Top of Input for this task

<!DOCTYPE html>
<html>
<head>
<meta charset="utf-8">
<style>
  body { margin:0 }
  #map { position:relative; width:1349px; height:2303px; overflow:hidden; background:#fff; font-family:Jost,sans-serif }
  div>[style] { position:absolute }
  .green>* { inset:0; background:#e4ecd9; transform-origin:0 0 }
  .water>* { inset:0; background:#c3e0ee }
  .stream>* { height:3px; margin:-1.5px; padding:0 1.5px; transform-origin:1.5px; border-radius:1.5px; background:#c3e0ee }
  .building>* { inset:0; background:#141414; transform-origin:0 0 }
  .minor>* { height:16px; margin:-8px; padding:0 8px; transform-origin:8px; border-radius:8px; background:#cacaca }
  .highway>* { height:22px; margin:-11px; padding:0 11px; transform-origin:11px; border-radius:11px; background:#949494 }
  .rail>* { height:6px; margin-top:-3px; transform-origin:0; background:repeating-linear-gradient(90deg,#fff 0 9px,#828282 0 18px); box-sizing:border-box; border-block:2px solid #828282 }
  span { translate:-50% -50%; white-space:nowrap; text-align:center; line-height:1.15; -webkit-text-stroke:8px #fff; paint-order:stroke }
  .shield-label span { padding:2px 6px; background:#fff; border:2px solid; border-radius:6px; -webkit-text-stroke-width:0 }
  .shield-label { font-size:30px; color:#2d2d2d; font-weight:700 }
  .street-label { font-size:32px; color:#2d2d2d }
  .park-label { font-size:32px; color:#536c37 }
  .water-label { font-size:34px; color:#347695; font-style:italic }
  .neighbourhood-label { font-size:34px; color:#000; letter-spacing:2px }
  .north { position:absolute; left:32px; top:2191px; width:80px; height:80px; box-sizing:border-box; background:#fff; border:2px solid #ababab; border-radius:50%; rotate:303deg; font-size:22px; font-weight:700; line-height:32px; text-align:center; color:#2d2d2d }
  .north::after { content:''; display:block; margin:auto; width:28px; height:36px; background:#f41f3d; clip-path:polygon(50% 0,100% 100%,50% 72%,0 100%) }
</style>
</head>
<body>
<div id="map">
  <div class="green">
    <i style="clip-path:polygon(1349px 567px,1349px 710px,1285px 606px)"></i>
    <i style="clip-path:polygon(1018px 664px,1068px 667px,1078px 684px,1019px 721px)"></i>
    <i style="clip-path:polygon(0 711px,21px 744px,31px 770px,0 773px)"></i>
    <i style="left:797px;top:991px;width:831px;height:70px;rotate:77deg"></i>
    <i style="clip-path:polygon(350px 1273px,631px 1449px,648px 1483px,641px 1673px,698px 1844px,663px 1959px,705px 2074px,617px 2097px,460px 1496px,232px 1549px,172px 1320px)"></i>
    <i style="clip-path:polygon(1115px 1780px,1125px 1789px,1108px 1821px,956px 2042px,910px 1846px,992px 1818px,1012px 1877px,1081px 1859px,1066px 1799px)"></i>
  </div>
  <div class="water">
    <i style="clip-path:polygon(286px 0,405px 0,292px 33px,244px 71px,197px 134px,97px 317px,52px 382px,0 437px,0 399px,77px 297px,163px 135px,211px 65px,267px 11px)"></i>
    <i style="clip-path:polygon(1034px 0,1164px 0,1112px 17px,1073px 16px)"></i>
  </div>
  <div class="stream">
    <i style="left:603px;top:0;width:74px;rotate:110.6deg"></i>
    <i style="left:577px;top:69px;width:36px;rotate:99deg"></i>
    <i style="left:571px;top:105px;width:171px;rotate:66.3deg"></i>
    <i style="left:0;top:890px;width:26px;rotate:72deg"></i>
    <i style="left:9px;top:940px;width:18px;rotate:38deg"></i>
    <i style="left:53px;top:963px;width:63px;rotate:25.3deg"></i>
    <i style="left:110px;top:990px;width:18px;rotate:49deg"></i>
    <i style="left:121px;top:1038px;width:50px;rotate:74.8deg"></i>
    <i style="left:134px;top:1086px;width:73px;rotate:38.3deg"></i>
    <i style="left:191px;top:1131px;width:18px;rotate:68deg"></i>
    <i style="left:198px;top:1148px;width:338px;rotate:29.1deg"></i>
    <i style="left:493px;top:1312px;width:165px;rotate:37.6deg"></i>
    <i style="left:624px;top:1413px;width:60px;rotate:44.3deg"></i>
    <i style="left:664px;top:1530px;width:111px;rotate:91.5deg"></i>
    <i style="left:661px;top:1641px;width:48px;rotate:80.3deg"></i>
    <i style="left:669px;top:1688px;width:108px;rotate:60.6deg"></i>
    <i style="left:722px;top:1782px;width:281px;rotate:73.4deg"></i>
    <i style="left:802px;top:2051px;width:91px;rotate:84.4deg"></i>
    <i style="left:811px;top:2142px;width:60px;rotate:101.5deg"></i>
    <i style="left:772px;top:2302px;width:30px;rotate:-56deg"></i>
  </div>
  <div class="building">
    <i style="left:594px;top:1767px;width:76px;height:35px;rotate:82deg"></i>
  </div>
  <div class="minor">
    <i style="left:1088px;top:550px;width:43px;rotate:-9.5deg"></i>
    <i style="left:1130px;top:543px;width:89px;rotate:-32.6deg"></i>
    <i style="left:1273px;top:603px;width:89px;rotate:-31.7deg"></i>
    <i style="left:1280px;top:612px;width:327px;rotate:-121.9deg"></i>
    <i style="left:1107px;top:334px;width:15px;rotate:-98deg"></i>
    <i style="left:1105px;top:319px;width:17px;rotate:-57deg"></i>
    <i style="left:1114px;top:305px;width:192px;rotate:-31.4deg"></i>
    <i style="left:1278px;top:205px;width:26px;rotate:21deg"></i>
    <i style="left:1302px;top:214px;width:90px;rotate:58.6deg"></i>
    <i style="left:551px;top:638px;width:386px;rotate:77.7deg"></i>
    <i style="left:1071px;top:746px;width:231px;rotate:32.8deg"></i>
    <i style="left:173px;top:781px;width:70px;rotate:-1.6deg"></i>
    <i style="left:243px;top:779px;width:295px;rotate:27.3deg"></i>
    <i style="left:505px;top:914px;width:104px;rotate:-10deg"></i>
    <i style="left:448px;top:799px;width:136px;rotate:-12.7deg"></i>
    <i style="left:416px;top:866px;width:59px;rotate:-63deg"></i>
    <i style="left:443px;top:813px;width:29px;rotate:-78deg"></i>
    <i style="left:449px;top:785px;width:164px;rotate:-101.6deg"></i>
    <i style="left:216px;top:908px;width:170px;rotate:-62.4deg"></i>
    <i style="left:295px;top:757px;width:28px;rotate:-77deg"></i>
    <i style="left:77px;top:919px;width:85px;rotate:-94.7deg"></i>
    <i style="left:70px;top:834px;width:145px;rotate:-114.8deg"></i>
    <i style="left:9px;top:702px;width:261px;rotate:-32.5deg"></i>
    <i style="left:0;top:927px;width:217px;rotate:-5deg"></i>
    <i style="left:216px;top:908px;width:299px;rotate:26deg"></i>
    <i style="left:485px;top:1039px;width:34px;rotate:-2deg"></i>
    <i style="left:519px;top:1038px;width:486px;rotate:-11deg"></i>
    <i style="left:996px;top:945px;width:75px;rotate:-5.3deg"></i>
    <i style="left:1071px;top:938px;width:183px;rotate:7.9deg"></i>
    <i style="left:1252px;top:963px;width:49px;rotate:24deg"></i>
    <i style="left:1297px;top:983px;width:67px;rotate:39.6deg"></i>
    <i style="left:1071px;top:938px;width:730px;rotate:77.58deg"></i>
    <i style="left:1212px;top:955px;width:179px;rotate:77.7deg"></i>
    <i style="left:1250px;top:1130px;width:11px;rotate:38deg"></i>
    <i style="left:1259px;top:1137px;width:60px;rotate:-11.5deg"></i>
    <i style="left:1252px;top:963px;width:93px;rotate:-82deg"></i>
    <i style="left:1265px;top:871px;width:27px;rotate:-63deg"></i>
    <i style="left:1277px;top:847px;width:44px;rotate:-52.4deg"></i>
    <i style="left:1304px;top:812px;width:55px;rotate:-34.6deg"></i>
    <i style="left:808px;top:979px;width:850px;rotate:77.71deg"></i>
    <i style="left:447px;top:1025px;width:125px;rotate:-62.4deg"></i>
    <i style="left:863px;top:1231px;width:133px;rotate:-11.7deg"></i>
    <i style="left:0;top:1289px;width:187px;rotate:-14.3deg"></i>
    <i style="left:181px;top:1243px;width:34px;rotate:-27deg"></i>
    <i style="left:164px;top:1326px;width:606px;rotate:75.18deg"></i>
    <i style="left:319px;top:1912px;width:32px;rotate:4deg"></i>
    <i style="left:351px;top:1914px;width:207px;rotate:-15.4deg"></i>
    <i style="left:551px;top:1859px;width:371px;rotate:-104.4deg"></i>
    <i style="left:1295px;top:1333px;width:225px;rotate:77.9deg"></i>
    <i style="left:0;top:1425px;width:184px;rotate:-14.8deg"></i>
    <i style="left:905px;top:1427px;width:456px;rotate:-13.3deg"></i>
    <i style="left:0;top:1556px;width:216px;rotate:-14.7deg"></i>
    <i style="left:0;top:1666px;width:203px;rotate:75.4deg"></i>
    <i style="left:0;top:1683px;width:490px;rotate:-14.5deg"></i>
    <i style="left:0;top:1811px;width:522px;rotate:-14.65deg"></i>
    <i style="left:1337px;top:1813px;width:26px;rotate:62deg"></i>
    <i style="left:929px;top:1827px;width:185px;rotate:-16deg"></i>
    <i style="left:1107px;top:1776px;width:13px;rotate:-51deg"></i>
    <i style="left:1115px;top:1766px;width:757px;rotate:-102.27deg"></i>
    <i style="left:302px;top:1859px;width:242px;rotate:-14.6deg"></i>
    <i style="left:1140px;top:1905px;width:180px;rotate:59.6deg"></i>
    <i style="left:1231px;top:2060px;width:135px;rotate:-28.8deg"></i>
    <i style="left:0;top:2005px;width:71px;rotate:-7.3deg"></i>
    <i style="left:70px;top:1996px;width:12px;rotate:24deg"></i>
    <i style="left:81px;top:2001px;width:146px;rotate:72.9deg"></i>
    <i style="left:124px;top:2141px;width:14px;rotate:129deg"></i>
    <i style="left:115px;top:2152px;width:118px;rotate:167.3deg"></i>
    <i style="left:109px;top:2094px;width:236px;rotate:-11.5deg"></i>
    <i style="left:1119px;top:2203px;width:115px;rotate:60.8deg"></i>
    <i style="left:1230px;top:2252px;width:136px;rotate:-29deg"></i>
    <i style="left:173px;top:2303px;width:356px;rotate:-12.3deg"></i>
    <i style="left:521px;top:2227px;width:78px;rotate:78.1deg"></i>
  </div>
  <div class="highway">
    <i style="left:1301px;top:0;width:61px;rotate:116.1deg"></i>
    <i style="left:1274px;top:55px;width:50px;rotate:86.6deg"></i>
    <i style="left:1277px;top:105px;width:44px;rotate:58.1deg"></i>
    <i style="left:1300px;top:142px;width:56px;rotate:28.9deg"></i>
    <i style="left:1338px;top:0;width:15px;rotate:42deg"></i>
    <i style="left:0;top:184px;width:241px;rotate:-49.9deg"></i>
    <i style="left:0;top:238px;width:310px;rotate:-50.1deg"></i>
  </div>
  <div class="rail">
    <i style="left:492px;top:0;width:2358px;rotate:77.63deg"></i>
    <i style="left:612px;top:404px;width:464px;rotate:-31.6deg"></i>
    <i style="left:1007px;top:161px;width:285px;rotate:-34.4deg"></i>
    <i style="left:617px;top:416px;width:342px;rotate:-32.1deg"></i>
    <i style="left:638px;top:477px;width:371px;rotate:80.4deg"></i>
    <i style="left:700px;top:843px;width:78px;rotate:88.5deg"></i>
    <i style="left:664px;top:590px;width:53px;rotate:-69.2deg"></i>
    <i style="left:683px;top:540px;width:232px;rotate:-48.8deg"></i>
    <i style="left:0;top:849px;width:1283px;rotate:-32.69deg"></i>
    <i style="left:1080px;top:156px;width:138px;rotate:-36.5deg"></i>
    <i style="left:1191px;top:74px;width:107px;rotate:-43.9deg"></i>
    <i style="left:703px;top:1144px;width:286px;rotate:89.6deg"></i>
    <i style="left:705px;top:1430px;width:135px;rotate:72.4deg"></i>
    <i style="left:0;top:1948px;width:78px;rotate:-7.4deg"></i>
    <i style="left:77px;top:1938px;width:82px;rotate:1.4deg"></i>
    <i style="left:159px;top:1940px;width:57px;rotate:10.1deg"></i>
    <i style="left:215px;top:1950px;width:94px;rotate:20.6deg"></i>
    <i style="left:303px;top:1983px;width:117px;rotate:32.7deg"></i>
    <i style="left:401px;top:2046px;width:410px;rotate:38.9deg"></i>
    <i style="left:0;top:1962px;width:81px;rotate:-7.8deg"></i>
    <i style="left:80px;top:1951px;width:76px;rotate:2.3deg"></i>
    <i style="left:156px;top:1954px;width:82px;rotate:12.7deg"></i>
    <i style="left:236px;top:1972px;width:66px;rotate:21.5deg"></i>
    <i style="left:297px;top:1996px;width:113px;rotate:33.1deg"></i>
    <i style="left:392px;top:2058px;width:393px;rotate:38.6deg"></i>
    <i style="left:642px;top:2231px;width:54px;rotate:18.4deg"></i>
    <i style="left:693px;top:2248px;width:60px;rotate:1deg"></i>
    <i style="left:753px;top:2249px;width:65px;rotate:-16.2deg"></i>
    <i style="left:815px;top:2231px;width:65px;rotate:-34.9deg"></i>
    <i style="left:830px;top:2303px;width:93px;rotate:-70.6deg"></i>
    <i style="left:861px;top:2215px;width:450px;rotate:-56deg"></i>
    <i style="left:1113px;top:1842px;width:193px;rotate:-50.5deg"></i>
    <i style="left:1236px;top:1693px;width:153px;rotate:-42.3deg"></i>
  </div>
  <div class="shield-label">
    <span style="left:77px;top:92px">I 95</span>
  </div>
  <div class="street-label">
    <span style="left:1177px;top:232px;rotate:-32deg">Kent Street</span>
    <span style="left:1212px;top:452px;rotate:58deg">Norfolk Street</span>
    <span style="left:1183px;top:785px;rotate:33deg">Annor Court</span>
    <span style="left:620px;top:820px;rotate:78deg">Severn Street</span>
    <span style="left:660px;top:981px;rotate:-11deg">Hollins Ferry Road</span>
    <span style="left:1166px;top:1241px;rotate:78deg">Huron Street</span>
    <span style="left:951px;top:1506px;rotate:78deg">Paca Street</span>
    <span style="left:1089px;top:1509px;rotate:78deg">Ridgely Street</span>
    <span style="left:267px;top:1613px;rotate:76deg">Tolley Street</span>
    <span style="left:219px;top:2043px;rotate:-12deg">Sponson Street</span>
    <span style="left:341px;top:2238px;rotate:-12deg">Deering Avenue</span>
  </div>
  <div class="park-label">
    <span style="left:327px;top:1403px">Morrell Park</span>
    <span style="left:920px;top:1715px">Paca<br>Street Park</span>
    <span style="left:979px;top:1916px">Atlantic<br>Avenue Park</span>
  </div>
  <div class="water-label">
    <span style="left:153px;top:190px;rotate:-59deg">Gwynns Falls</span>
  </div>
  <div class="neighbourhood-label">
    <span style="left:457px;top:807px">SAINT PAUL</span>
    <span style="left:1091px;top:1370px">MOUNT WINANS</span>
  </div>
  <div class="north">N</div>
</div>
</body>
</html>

Bottom of Input for this task

▶ Problem details
Retype the first line of the entries and every line after it, please, through the line that contains "position:relative; width:1349px; height:2303px;". Add nothing.

▶ Response to this task
<!DOCTYPE html>
<html>
<head>
<meta charset="utf-8">
<style>
  body { margin:0 }
  #map { position:relative; width:1349px; height:2303px; overflow:hidden; background:#fff; font-family:Jost,sans-serif }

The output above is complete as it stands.